## THE TASK
From the entries below, copy every line that holds the word "absolute".

## SOURCE RECORDS
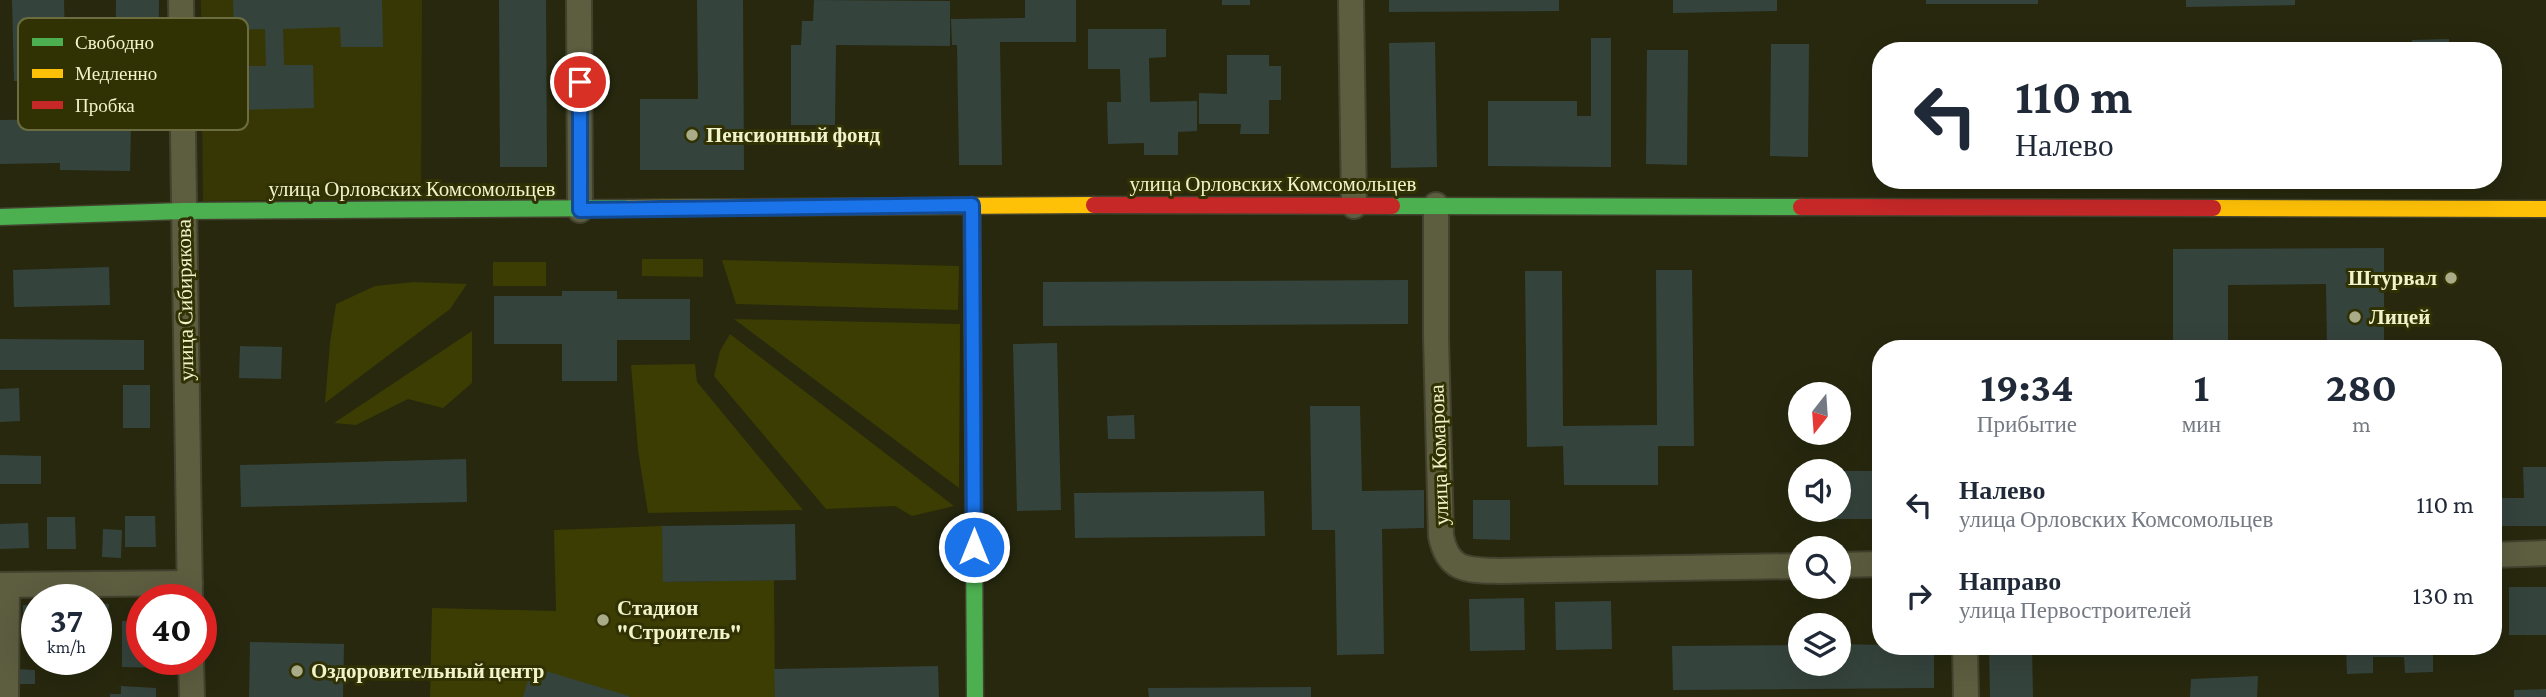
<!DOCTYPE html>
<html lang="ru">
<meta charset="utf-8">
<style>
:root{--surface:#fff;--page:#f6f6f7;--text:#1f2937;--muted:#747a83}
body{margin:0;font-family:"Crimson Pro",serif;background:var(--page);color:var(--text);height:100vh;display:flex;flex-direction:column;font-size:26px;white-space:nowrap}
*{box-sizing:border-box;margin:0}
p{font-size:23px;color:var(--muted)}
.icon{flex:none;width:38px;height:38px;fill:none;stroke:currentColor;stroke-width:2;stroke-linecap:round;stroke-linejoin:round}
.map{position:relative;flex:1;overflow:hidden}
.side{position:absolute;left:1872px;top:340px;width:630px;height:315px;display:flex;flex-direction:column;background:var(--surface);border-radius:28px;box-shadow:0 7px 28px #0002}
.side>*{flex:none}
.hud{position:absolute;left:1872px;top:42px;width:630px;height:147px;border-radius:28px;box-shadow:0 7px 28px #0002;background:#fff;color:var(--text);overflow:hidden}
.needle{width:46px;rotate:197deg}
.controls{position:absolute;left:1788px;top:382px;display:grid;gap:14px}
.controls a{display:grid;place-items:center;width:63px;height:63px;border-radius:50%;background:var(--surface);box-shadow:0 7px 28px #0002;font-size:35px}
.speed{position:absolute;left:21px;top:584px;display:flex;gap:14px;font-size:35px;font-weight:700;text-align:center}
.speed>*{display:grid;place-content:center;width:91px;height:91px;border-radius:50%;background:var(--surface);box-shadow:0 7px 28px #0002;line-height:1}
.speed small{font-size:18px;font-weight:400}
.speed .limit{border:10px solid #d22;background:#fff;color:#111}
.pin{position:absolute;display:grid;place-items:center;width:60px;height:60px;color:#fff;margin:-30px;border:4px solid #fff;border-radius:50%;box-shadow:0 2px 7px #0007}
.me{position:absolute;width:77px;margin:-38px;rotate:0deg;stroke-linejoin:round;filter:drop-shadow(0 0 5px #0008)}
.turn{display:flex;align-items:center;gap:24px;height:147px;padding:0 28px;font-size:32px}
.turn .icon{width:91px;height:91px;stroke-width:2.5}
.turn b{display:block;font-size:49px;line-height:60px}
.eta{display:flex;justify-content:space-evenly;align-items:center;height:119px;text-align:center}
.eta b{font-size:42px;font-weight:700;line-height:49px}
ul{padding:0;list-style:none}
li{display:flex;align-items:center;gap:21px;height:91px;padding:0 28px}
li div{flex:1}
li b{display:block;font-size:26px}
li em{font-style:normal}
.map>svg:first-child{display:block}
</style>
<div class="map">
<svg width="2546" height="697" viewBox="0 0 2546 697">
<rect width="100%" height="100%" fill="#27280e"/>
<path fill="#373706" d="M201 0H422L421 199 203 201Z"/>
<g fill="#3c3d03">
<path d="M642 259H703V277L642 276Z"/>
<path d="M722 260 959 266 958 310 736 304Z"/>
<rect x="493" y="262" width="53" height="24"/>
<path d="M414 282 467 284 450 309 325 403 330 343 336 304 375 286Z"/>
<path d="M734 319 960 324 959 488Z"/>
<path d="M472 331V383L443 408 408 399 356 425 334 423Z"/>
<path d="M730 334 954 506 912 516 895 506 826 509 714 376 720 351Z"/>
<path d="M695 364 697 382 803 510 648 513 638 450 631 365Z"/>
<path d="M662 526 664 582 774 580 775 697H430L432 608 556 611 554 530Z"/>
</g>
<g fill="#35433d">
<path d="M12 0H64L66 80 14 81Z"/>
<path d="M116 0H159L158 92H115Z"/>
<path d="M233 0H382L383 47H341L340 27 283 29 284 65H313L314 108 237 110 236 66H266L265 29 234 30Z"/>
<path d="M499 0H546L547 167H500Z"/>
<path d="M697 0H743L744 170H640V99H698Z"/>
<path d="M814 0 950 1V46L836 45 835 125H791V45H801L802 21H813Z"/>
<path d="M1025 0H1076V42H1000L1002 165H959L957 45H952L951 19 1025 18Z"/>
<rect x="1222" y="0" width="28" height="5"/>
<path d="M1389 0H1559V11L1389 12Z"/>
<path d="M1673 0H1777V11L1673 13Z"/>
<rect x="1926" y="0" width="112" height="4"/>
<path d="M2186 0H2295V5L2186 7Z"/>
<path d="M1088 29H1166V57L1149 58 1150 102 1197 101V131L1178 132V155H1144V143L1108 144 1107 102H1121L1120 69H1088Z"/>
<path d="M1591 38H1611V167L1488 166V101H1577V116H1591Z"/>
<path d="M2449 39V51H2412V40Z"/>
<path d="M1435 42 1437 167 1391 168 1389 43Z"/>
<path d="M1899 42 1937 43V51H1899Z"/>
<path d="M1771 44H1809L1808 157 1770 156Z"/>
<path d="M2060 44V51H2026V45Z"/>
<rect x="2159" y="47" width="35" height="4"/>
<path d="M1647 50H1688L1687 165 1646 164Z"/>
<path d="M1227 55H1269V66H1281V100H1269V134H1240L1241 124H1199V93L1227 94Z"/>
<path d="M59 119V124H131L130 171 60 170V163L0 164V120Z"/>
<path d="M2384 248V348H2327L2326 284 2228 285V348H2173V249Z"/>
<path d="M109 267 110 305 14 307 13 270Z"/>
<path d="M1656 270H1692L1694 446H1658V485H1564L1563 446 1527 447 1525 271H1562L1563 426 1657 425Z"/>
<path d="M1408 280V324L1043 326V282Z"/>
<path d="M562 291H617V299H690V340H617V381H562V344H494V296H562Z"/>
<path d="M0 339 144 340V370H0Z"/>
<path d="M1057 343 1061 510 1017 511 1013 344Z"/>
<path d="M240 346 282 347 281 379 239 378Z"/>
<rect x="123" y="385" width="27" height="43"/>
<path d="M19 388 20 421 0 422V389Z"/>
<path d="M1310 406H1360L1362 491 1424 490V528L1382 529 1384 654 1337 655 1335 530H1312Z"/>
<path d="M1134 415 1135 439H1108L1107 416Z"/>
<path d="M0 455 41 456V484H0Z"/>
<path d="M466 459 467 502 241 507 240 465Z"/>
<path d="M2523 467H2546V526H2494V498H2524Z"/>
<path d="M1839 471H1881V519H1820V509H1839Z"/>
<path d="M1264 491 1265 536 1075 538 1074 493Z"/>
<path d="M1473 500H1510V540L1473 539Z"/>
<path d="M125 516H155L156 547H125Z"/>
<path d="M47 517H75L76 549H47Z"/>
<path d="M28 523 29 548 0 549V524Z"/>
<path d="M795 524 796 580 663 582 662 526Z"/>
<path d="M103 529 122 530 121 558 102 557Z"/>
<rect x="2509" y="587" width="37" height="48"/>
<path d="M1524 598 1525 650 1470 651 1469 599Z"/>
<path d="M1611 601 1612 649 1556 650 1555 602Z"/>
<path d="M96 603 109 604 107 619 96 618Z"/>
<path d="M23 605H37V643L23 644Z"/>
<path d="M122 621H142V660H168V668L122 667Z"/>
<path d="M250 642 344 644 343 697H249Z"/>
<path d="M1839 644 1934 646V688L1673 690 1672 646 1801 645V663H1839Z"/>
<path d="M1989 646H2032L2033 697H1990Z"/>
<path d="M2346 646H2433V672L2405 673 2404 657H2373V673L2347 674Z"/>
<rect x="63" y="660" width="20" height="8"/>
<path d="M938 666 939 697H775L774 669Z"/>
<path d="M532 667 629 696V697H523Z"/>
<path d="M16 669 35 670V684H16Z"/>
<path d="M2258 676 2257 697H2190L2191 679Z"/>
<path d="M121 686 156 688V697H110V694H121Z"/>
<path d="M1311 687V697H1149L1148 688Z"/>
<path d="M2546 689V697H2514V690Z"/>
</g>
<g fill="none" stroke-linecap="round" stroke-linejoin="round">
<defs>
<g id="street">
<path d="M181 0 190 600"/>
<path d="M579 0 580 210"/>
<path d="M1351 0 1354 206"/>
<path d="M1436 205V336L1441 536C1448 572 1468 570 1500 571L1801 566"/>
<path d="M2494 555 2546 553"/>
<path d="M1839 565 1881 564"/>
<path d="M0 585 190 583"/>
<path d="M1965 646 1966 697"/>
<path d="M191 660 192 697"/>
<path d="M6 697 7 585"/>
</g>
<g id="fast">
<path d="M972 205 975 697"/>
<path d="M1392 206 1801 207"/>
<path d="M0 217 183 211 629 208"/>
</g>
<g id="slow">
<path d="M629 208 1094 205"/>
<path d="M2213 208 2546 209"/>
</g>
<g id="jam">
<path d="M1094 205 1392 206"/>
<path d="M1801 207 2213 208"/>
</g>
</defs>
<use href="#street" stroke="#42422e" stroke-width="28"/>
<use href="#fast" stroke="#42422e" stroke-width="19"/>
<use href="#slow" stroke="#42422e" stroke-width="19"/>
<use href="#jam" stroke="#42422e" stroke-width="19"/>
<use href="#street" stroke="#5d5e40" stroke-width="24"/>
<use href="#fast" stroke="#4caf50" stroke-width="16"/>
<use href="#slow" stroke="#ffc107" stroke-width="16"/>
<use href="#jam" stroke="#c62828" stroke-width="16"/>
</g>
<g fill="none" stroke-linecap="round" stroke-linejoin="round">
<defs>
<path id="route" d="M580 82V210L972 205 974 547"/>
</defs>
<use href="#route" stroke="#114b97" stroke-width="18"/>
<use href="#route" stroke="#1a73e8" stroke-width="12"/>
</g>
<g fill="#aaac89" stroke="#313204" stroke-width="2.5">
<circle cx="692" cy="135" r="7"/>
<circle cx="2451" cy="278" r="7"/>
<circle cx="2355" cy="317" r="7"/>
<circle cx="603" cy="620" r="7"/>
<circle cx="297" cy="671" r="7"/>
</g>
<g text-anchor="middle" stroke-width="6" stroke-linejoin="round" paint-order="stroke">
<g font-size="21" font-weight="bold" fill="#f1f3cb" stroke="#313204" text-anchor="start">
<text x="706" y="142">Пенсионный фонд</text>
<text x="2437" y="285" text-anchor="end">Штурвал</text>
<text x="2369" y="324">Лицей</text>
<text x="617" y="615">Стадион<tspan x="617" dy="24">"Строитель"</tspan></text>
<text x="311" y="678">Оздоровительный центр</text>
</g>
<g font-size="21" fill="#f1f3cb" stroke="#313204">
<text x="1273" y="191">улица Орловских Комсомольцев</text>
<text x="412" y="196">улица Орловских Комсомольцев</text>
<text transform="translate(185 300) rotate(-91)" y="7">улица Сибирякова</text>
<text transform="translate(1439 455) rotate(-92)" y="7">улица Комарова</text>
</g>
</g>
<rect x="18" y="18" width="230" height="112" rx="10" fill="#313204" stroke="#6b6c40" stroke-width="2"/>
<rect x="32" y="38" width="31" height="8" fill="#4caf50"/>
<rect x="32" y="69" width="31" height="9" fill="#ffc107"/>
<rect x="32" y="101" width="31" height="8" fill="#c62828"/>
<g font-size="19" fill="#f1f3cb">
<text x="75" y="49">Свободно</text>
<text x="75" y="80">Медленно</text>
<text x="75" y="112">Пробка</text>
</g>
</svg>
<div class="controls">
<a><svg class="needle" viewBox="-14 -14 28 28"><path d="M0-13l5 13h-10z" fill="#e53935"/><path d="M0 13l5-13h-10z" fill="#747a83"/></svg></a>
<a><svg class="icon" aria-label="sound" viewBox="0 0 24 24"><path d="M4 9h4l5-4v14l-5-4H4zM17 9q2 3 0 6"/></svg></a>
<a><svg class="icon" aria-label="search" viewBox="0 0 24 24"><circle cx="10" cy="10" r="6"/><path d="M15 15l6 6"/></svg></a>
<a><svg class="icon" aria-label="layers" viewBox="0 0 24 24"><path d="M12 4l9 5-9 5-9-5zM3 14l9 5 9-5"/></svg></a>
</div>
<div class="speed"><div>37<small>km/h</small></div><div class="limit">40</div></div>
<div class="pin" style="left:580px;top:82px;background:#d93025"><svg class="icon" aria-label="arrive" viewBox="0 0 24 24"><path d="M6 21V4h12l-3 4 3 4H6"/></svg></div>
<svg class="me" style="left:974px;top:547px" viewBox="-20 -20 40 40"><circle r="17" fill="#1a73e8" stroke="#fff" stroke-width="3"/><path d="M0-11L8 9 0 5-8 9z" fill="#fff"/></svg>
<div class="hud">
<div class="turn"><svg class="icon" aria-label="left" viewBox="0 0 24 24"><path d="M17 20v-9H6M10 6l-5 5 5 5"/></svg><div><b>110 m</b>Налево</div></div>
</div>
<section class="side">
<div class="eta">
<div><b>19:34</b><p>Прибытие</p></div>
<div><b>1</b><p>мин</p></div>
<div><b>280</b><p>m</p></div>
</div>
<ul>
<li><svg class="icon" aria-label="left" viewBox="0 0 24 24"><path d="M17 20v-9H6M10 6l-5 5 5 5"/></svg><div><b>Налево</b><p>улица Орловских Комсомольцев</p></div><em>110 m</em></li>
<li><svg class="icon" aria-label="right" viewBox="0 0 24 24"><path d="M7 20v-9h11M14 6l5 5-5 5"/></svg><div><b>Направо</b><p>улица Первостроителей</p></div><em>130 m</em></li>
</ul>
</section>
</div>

## WRITTEN SOLUTION
.side{position:absolute;left:1872px;top:340px;width:630px;height:315px;display:flex;flex-direction:column;background:var(--surface);border-radius:28px;box-shadow:0 7px 28px #0002}
.hud{position:absolute;left:1872px;top:42px;width:630px;height:147px;border-radius:28px;box-shadow:0 7px 28px #0002;background:#fff;color:var(--text);overflow:hidden}
.controls{position:absolute;left:1788px;top:382px;display:grid;gap:14px}
.speed{position:absolute;left:21px;top:584px;display:flex;gap:14px;font-size:35px;font-weight:700;text-align:center}
.pin{position:absolute;display:grid;place-items:center;width:60px;height:60px;color:#fff;margin:-30px;border:4px solid #fff;border-radius:50%;box-shadow:0 2px 7px #0007}
.me{position:absolute;width:77px;margin:-38px;rotate:0deg;stroke-linejoin:round;filter:drop-shadow(0 0 5px #0008)}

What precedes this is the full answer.